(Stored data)
......
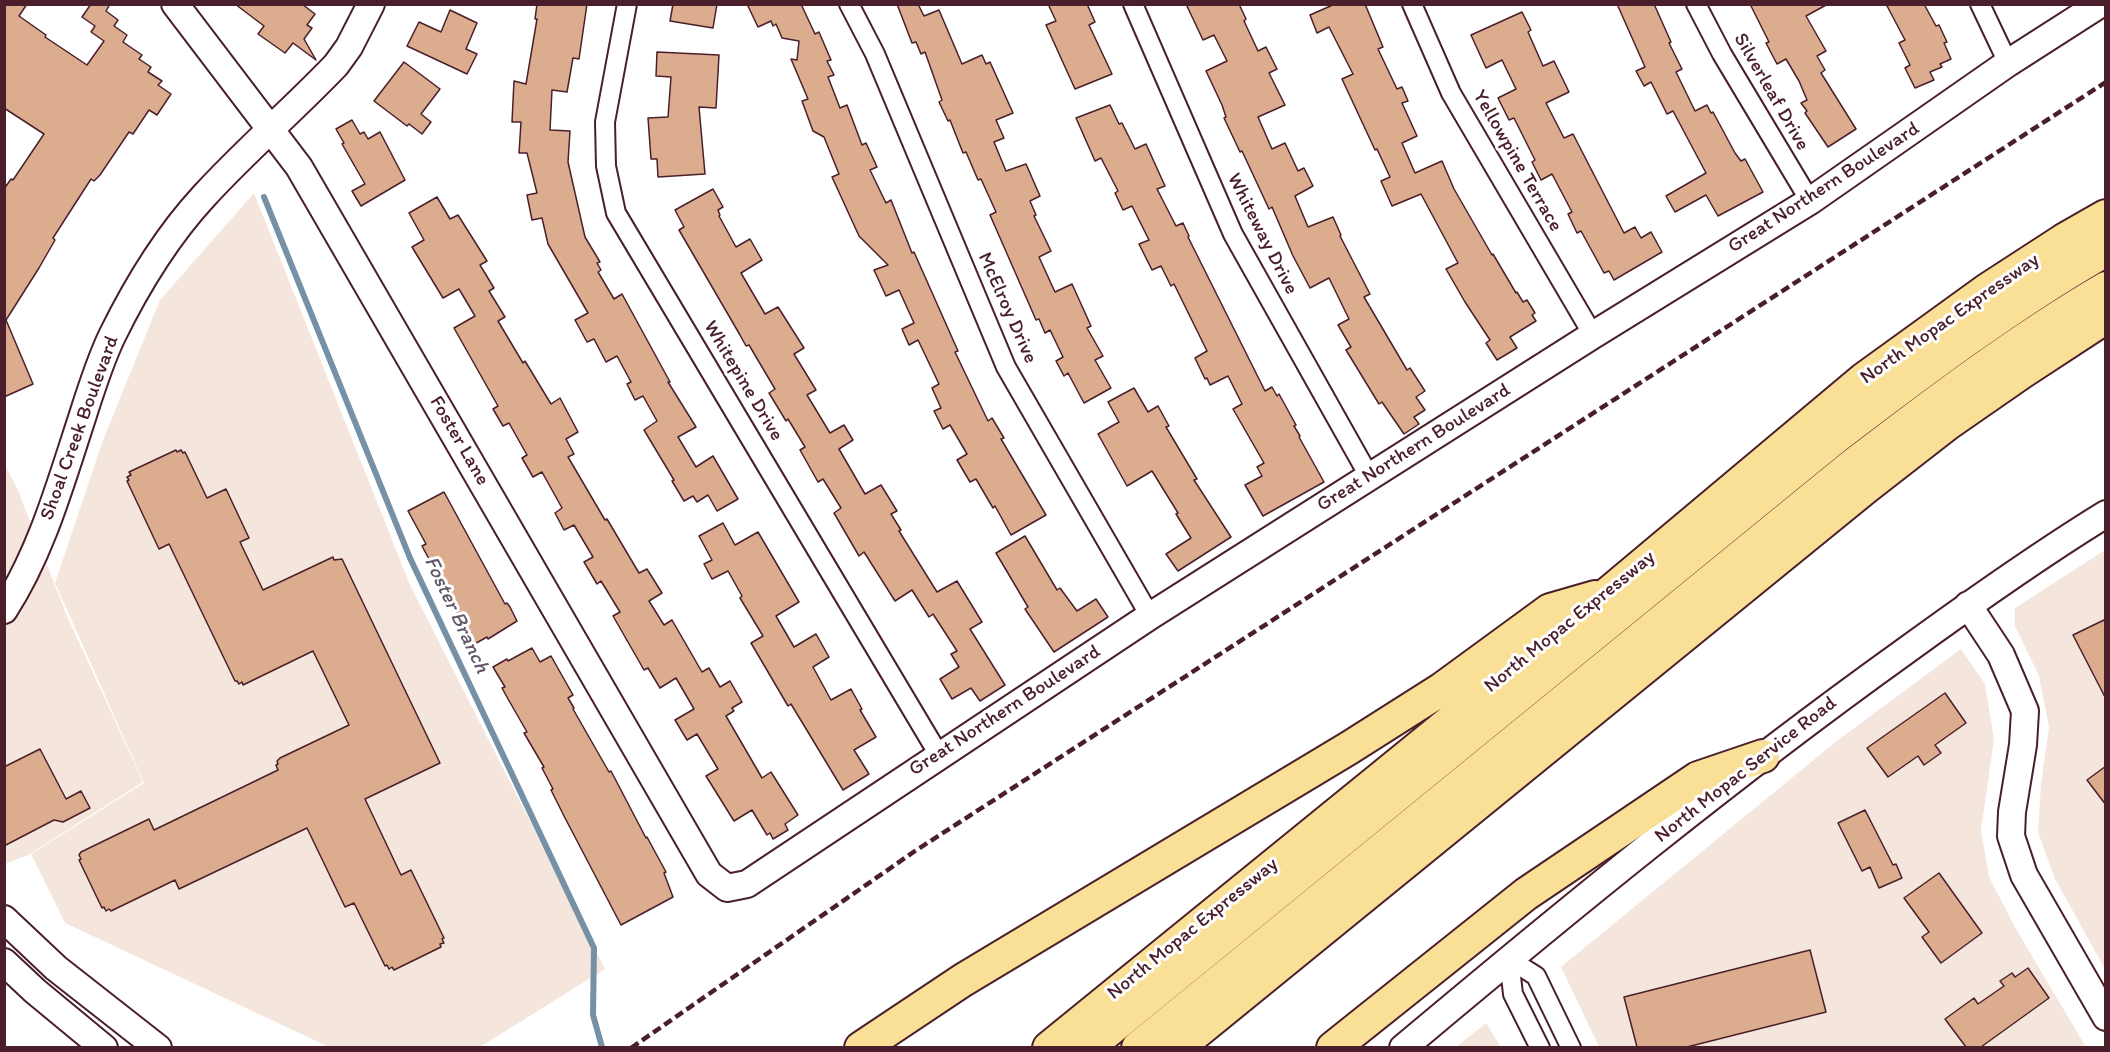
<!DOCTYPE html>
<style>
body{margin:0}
#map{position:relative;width:2110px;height:1052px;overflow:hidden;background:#fff;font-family:Itim,sans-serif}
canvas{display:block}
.frame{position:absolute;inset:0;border:6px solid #4a1f2b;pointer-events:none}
</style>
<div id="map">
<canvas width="2110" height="1052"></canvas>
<div class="frame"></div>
</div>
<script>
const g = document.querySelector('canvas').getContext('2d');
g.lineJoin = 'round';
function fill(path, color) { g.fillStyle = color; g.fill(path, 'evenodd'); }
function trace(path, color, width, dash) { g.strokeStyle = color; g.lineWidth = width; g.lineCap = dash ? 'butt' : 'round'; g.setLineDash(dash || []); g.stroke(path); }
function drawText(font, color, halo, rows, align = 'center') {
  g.font = font + ' Itim,sans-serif'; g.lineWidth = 6; g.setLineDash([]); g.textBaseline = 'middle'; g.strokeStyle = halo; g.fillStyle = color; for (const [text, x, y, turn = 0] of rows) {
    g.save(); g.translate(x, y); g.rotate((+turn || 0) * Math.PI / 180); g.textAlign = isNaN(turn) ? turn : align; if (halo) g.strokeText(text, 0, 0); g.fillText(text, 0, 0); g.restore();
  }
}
fill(new Path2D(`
 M254,193l156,392 195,384 -125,78h-151l-264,-124 -34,-69 113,-71 -89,-200 48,-143 57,-140z
 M4,463l13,25 50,128 76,166 -115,73 -23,9z
 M2105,550v419l-50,-90 -17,-47 3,-48 8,-57 -10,-51 -24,-50v-18z
 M1961,649l24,35 9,56 -13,90 8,47 27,52 70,118h-487l-38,-80 277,-227z
 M1486,1023l15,24h-45z`), '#f4e6dd');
trace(new Path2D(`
 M264,197l146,361 184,390 -1,67 9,32`), '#7690a5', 6);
const building = new Path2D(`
 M4,4h23l-8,12 27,19 -1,2 42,28 17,-24 -13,-9 4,-6 -13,-9 9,-13h19l-4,7 12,9 -4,6 13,9 -4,7 19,13 -3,4 12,8 -3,5 14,9 -4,4 13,9 -14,21 -8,-5 -16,24 -4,-2 -29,43 -6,6 -3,-2 -38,59 2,2 -16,28 -33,52 27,64 -29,13v-208l7,-10 2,1 31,-46 -40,-26z
 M235,4h67l13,10 -8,11 5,3 -8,11 12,21 -23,-17 -8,10 -27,-19 6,-8z
 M537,4h50l-8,55 -6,-1 -6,34 -15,-2 -2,40 20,1 -2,31 17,75 15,25 -3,1 4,7 -3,2 16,27 8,-5 48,88h-2l28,45 -18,10 18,30 17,-11 25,43 -21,12 -9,-16 -11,7 -4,-6 -9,5 -12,-20 2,-1 -30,-50 13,-9 -14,-25 -8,4 -8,-16 4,-2 -14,-26 -11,6 -12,-23 -7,3 -12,-22 13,-7 -40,-69 -6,-26 -10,2 -5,-25 10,-2 -10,-40h-8l2,-31h-9l2,-41 12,3 11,-65h-2z
 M673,4h44l-4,24 -43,-7z
 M747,4h54l14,30 4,-2 12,28 -4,1 7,14 -6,2 12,31 7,-3 15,40 4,-2 11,24 -7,3 16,33 5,-3 21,53 2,-1 44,99 -3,1 33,69 4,-3 12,20 -3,1 45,76 -35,20 -16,-29 -2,2 -17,-29 -6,3 -13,-22 10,-6 -17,-29 -7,4 -9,-18 7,-3 -9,-20 7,-4 -21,-44 -9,5 -7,-16 12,-6 -15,-33 -13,6 -12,-26 14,-5 -29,-29 -27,-59 7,-3 -15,-37 -11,-6 -11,-30 6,-2 -17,-40 6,1 2,-19 -17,-3 -6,-14 -3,2 -2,-5 -13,6z
 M897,4h21l6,12 15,-6 23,54 20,-9 4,9 4,-2 23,51 -17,7 8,18 -10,4 12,29 20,-7 14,32 -10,5 6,14 -2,1 17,35 -12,6 16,35 17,-8 19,42 -4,2 16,28 -8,4 16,28 -27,15 -16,-30 -4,3 -8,-15 7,-4 -13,-27 -5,3 -6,-14 -3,1 -46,-105 6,-3 -15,-33 -3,1 -12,-28 -3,1 -13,-33 -2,1 -9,-19 3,-2 -17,-48 -4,2 -5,-12 -4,1z
 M1048,4h39l8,18 -6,3 23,49 -37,15 -29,-64 10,-4z
 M1186,4h53l7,15 -2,2 14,30 8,-4 11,22 -8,4 16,32 -27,12 14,32 13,-6 13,28 6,-3 9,18 -18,10 13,31 25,-10 8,18 -1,1 30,58 -6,3 43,73 3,-2 15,23 -9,6 9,13 -11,7 5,7 -15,10 -22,-32 -3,2 -33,-54 5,-3 -13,-22 11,-6 -20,-41 -19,10 -17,-32 -21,-49 -3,2 -27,-58 -2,1 -16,-34 2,-1 -4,-12 -16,-34 21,-10 -13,-26 -11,5z
 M1335,4h30l18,43 -5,2 19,40 5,-2 6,14 -6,2 15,33 -15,7 13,30 27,-12 12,28 38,66 1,-1 23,39 1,-1 6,10 4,-2 8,13 -3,2 4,6 -26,16 7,11 -20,12 -11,-17 4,-3 -25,-38 -19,-33 12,-6 -37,-69 -29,12 -11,-25 9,-4 -13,-28 -2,1 -33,-71 11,-5 -24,-47 -12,6 -7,-18z
 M1617,4h37l17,38 -2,1 13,26 -6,3 19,39 12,-6 4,8 2,-1 22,41 6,8 4,-2 18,33 -45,24 -12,-21 -31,17 -9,-16 40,-23 -33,-62 -6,3 -16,-32 -7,4 -8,-15 9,-4z
 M1750,4h78l-22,12 20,35 -9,5 8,14 -4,3 35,56 -28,18 -23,-34 2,-2 -6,-8 6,-3 -8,-19 -13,-22 -9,5 -11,-21 3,-1z
 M1886,4h38l12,22 3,-1 8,17 -3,1 7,16 -11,5 2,3 -12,5 4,8 -19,8 -10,-20 5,-3 -11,-22 6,-3z
 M450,10l27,13 -11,26 11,5 -10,20 -60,-28 12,-24 22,10z
 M1522,12l9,18 -3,2 15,34 11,-5 15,31 -23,11 18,35 9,-4 51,99 11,-6 6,11 10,-6 11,20 -48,28 -5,-9 -5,2 -23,-42 -4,2 -9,-19 4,-2 -20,-38 -11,6 -9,-18 3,-2 -21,-42 -5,2 -11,-22 18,-9 -14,-29 -16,8 -15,-33z
 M657,52l62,3 -3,53 -17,-1 6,67 -47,3 -1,-18h-6l-3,-41 20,-1 3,-40 -15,-1z
 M404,62l36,27 -19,25 10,8 -9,12 -13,-10 -2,2 -33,-25z
 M1110,105l9,19 3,-1 13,26 11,-5 19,42 -8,3 19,37 7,-3 6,13 -1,1 77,154 7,-4 5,9 2,-2 17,31 -2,1 6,10 -1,1 25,45 -61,34 -18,-31 17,-9 -5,-9 7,-4 -31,-54 9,-5 -14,-28 -18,9 -3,-7 -2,1 -10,-21 12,-7 -33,-67 -3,2 -10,-20 -9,4 -13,-26 10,-4 -17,-34 -9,4 -8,-17 3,-2 -17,-33 -6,3 -19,-43z
 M352,120l8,14 4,-2 4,7 12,-7 25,48 -44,26 -9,-15 13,-7 -23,-40 2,-1 -8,-14z
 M713,189l10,18 -5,3 2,5 -1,1 17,31 14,-8 12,21 -21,13 24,41 13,-7 26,41 -10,6 22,36 -9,5 23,38 14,-8 9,15 -14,9 26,45 16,-9 16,26 -6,3 10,16 -2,1 38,61 20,-11 25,41 -12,7 35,56 -25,16 -9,-13 -19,11 -12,-20 19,-12 -8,-13 6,-3 -24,-37 -4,3 -17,-27 -17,11 -31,-49 -5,4 -25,-43 7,-5 -18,-29 -5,3 -18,-32 5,-3 -17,-28 -2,2 -17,-28 6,-4 -26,-44 -3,1 -6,-11 -61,-105 5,-3 -9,-17z
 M437,197l13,22 8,-4 29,46 -7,4 14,23 -5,3 16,26 -7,4 25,42 2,-2 26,43 9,-6 18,34 -12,7 8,15 -6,3 37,63 2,-1 32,54 8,-4 15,24 -13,8 15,24 8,-5 30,52 7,-4 11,19 10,-6 12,21 -10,6 2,3 -8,5 36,62 9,-6 27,43 -13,9 3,6 -15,9 -3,-6 -3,2 -15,-25 -18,11 -28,-45 12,-7 -21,-35 -10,6 -12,-20 19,-11 -18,-31 -16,10 -12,-20 -4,2 -31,-54 7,-4 -19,-31 -4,3 -13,-22 9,-5 -19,-32 -10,5 -9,-17 7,-5 -20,-36 -9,5 -11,-19 5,-3 -18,-32 -6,3 -10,-17 5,-3 -44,-78 21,-12 -16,-27 -16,9 -31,-51 12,-7 -15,-27z
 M1134,388l14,24 10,-6 11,20 -3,1 31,52 -3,1 37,57 -53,34 -12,-17 25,-16 -15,-24 2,-1 -26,-42 -25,15 -29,-52 21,-12 -11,-20z
 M176,450l1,2 4,-2 2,3 2,-1 22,46 19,-9 23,49 -9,4 23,48 70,-33 1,3 8,-1 98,204 -75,36 36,76 10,-5 33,68 -2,1 2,4 -4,1 1,3 -47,23 -2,-3 -3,2 -2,-4 -2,1 -31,-63 -9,4 -38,-79 -128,61 -4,-9 -64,31 -2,-2 -3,2 -2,-4 -2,1 -23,-48 2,-1 -2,-4 2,-3 68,-33 5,11 124,-60 -2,-5 2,-1 -1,-3 3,-3 69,-33 -36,-74 -70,34 -1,-3 -3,2 -2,-3h-2l-66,-137 -10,5 -32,-68 2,-1 -2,-3 4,-2 -2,-3z
 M444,492l61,112 2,-1 3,4 7,14 -29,18 -1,-2 -16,9 -8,-16 3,-2 -44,-82 4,-2 -18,-33z
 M723,523l12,22 23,-13 41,70 -23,14 18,31 22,-13 13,23 -16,10 18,33 20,-11 11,20 -2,1 16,27 -22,13 15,24 -26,16 -52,-86 -3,2 -37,-63 12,-7 -23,-38 2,-2 -14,-25 -16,8 -8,-15 8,-4 -13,-24z
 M1025,536l32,54 3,-2 17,23 19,-12 12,18 -54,35 -29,-43 3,-2 -32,-54z
 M2106,619v80l-33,-64z
 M532,648l8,14 11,-6 22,39 -5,3 6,10 -1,1 36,63 2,-1 35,67 1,-1 19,35 -2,1 9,24 -52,28 -57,-109 -13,-26 2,-1 -11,-21 2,-1 -20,-34 3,-1 -19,-33 -6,-11 3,-1 -12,-20 14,-8 1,2z
 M1945,693l21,30 -31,22 6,8 -17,12 -6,-9 -30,21 -21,-29z
 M40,749l26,50 15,-8 9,17 -27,14 -9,-2 -50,26v-79z
 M2106,766v39l-19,-25z
 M1865,810l28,55 3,-1 6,14 -23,10 -9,-21 -8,4 -24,-48z
 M1939,873l43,60 -41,30 -19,-26 7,-5 -25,-34z
 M1810,950l16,62 -139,35h-50l-13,-50z
 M2028,968l21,30 -68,49h-15l-21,-28 29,-21 4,6 26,-18 -4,-5 12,-8 3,4z`);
fill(building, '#dcac8e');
trace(building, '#4a1f2b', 1.5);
const street = new Path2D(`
 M627,4l-22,118 1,44 10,47 323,542
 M849,4l26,50 131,313 144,249
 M1133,4l100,230 136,242
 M1412,4l39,89 142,242
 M1696,4l26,50 88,147
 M1980,4l28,59
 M1509,959l27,17 35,72
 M1509,959l4,35 27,54`);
const secondary = new Path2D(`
 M175,4l124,163 410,707 18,14 20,-4 403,-268 443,-281 217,-134 198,-138 92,-59
 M1968,605l33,50 24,56 -2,34 -11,67 -1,24 13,39 82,142
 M4,610c37,-57 56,-125 77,-189 9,-28 18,-58 31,-85 24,-49 55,-100 92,-140 42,-46 89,-86 132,-131l13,-18 22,-43
 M4,919l52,49 102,80
 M4,962l31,29 69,57
 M1403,1048c163,-137 328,-272 501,-396 66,-48 132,-95 202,-138`);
const highway = new Path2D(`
 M861,1048l102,-68 386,-232 93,-59 108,-79 45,-13
 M1049,1048l561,-456 254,-213 123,-89 77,-50 42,-24
 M1087,1048l745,-608c88,-67 178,-135 274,-190
 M1138,1048l715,-583c81,-62 164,-125 253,-177
 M1177,1048l689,-561 81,-63 75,-52 84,-55
 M1333,1048l193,-154 172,-116 65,-22`);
trace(street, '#4a1f2b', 22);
trace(secondary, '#4a1f2b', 30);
trace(highway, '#4a1f2b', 36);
trace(street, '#fff', 18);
trace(secondary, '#fff', 26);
trace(highway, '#fadf96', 32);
trace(new Path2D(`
 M631,1048l284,-197 1191,-769`), '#4a1f2b', 4.5, [9, 4.5]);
drawText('20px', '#4a1f2b', '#fff', [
 ["Silverleaf Drive",1771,92,60],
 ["Yellowpine Terrace",1517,161,60],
 ["Great Northern Boulevard",1824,188,-33],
 ["Whiteway Drive",1262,234,63],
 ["McElroy Drive",1007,308,66],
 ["North Mopac Expressway",1950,319,-35],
 ["Whitepine Drive",743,381,59],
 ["Shoal Creek Boulevard",80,428,-70],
 ["Foster Lane",459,441,60],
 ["Great Northern Boulevard",1414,448,-32],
 ["North Mopac Expressway",1570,622,-39],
 ["Great Northern Boulevard",1005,711,-33],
 ["North Mopac Service Road",1746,770,-38],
 ["North Mopac Expressway",1193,929,-39]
]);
drawText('italic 21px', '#605768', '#fff', [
 ["Foster Branch",456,615,65]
]);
</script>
......
EXERCISE BRIEF
Each line above that carries the string "rows" has to be returned.

FINISHED TASK
function drawText(font, color, halo, rows, align = 'center') {
  g.font = font + ' Itim,sans-serif'; g.lineWidth = 6; g.setLineDash([]); g.textBaseline = 'middle'; g.strokeStyle = halo; g.fillStyle = color; for (const [text, x, y, turn = 0] of rows) {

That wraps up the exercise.